Indeed, the only ones who seem to be supporting the EAGLE Act are open borders activists and Big Tech companies like Microsoft and Intel, conveniently forgetting to mention that the H-1B program is dominated by foreign tech workers who displace Americans and drive wages down.
Meanwhile, the bill’s proponents – led by Rep. Zoe Lofgren (D-CA) – are ignoring its troubled history and claiming that throwaway H-1B reform provisions stuck in last minute would protect American workers.
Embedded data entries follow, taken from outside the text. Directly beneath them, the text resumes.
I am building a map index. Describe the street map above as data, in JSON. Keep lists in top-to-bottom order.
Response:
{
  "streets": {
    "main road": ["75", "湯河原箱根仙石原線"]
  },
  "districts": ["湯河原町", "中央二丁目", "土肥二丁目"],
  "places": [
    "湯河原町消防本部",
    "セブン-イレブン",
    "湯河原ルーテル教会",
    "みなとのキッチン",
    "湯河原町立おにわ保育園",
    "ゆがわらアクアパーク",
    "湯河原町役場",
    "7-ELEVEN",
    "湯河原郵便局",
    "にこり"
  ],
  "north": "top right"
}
The simple truth, though, is that eliminating per-country caps would fast-track permanent residency for tech workers from India and China, pushing other countries’ green card applicants further down the list and forcing Americans out of the industry. The flawed H-1B program must be thoroughly changed or even scrapped to ensure that corporations like Intel and Microsoft do not continue filling American jobs with cheap foreign labor.
As FAIR concluded last week, the EAGLE Act is intrinsically flawed and would harm both American workers and foreign workers outside India and China, while simultaneously propping up big business’ deepening addiction to foreign labor. What we need is meaningful reform of the legal immigration system, not more concessions to lobbyists at the expense of the American worker.